Harvard Study Reveals Our Hands-On Remote Labs Really Work
Fully remote, fully in-person, or somewhere in a sweet spot between the two. Those are the main safety concerns that are being laid right now in front of the decision makers, on behalf of students, parents, teachers and everyone around them, right at the kickoff of the new academic year. But whichever model prevails, it might turn out to be a temporary fix to a permanent problem. Furthermore, it doesn’t provide an answer to the key educational concern. How to empower the remote so that it can fully substitute the in-person if need be?
This issue is especially relevant to teaching STEM. How will an educator facilitate hands-on, project based learning without projects that students can actually get their hands on? In other words, is the “learning” part of the “distance learning” equation going to be reluctantly surrendered to a lesser evil scenario?
Even as COVID-19 begins to stretch out from a single season into an era, it’s becoming clear that distance learning might be here to stay. But it’s not a reason to despair if you’re a teacher or a parent, or both. Quite the contrary – there are ways to leverage all the good aspects of learning from the comfort of one’s couch and still provide hands-on (or should we say: gloves-on?) engagement.
A groundbreaking study by researchers from Purdue and Harvard Universities (DeBoer et al., 2017) has shown it, using our very own Neuron SpikerBox kit. Online learning, the study has found, yields remarkable results when complemented with at-home lab kits. Students who enrolled in a MOOC (Massive Open Online Course) and used our bioamplifiers got better grades than their peers who weren’t equipped with the lab kits. More importantly, their self-efficacy was three times higher than that of their counterparts. Both groups followed the same syllabus; both watched videos, took quizzes and virtual simulated labs. The only difference was the chance to do-it-yourself, which yet again turned out to be a source and key to confidence.

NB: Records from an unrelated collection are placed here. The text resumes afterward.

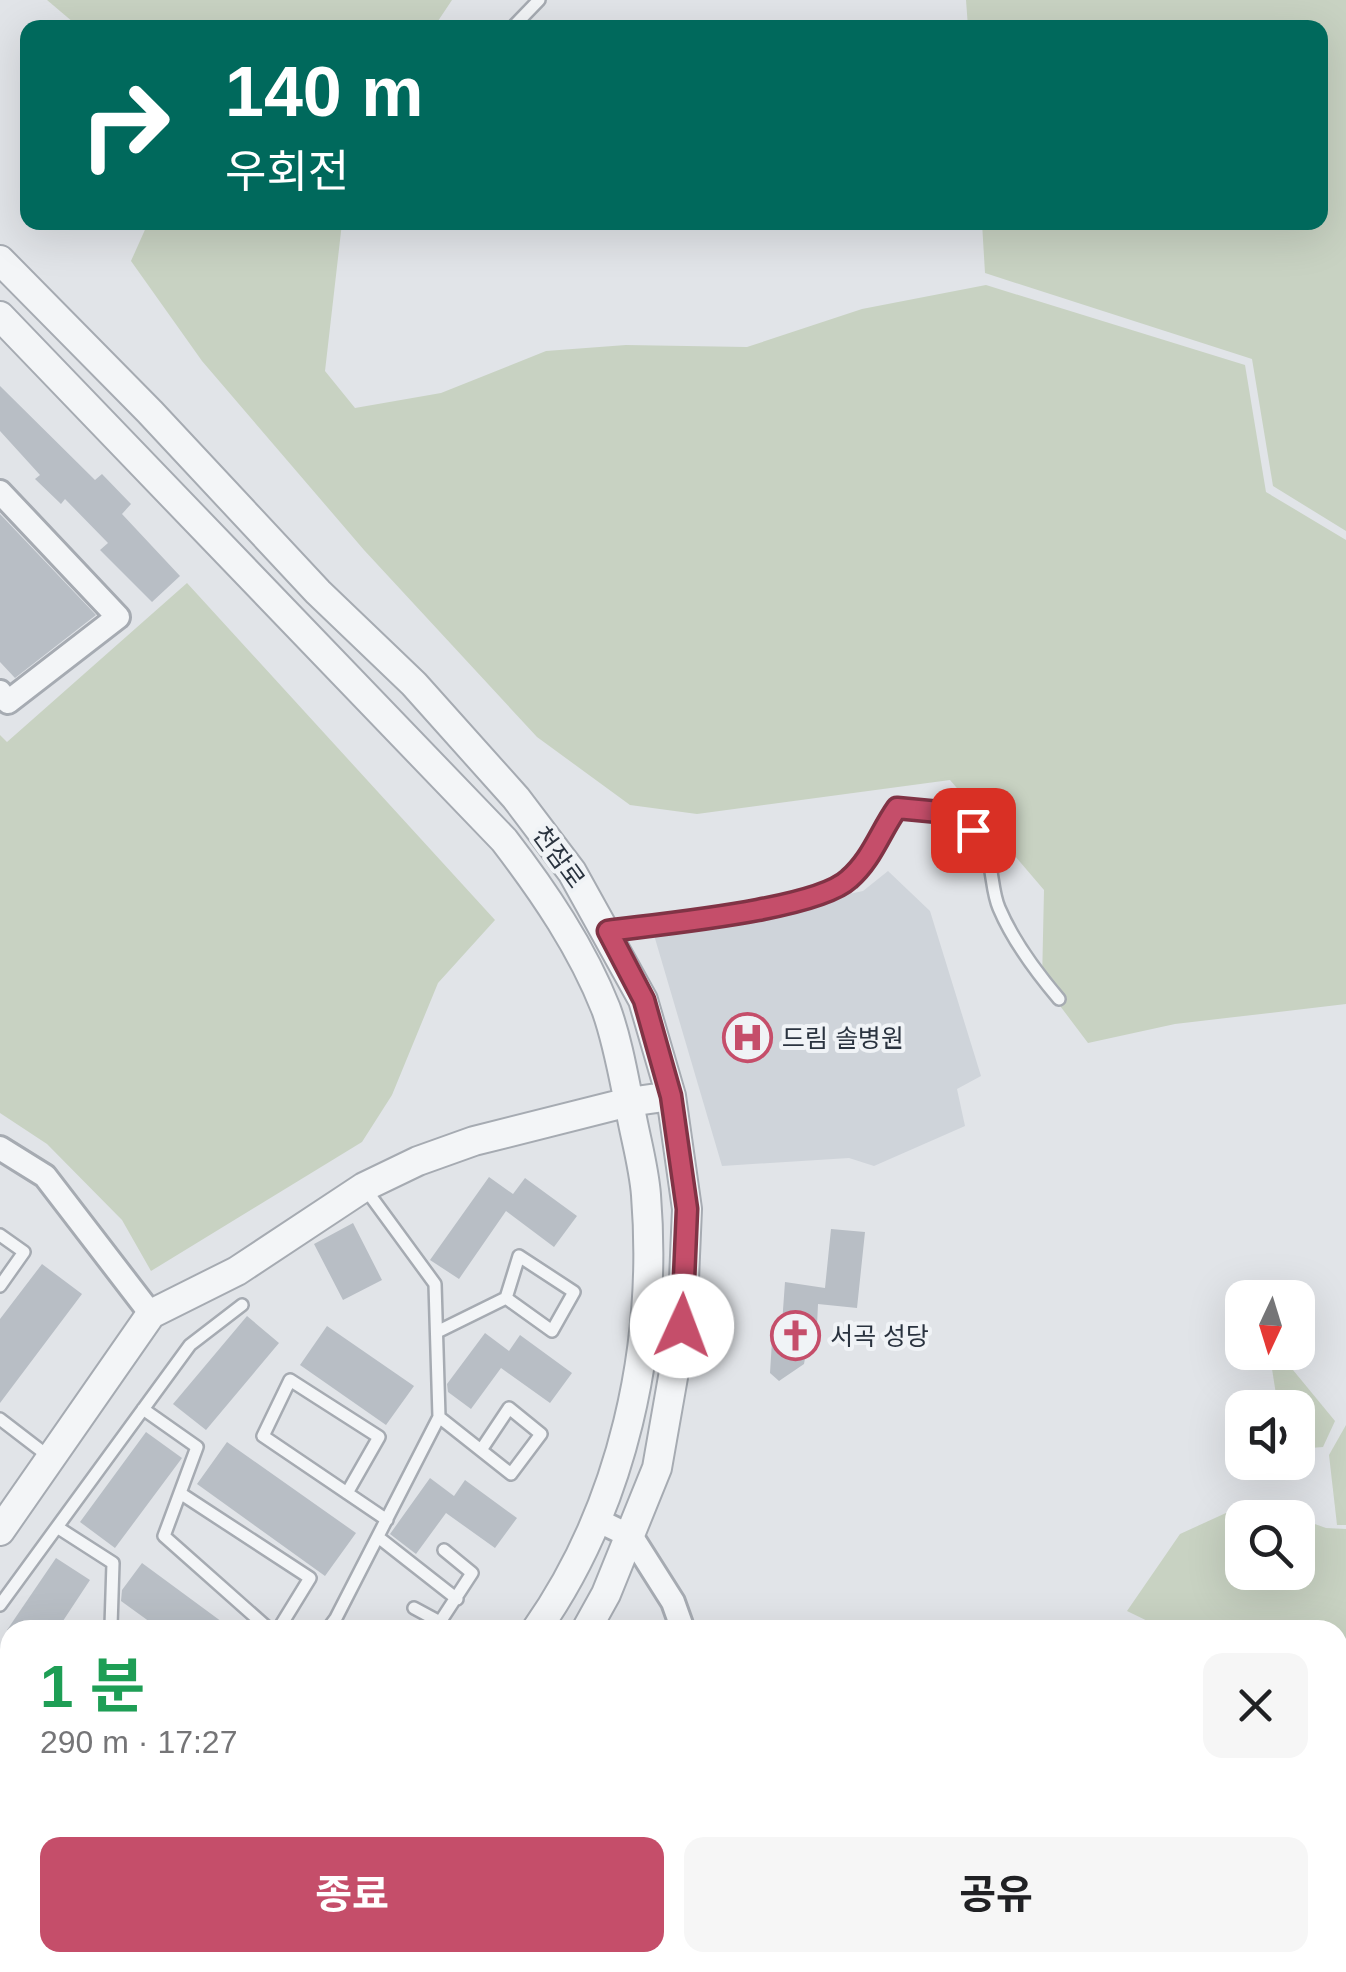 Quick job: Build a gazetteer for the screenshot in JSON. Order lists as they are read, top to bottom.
{
  "streets": {
    "street": ["천잠로"]
  },
  "places": {
    "hospital": ["드림 솔병원"],
    "church": ["서곡 성당"]
  },
  "north": "bottom",
  "page": {
    "turn": ["140 m", "우회전"],
    "heading": ["1 분", "290 m · 17:27"],
    "buttons": ["종료", "공유"]
  }
}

This study has confirmed that remote labs have potential to not only act as a playground in which to tinker and breathe life into theoretical concepts, but also to boost students’ self-confidence and motivation. The labs helped these students realize that they do have a say in science, as well as the means to say it, regardless of their background, experience and expertise. Not to brag, but that’s what we’ve been saying all along!
These humble lab kits can fit in a box, be sanitized, run on batteries, and travel in backpacks. Available at a fraction of the cost of other physiological recording devices, they still offer all the functionality of big scientific labs with $40,000 worth of equipment. Their design is simple enough not to intimidate school kids. Still, they are powerful enough to find a place even in postdoc research labs, basements, bedrooms or backyards. Science doesn’t discriminate, and neither should its tools.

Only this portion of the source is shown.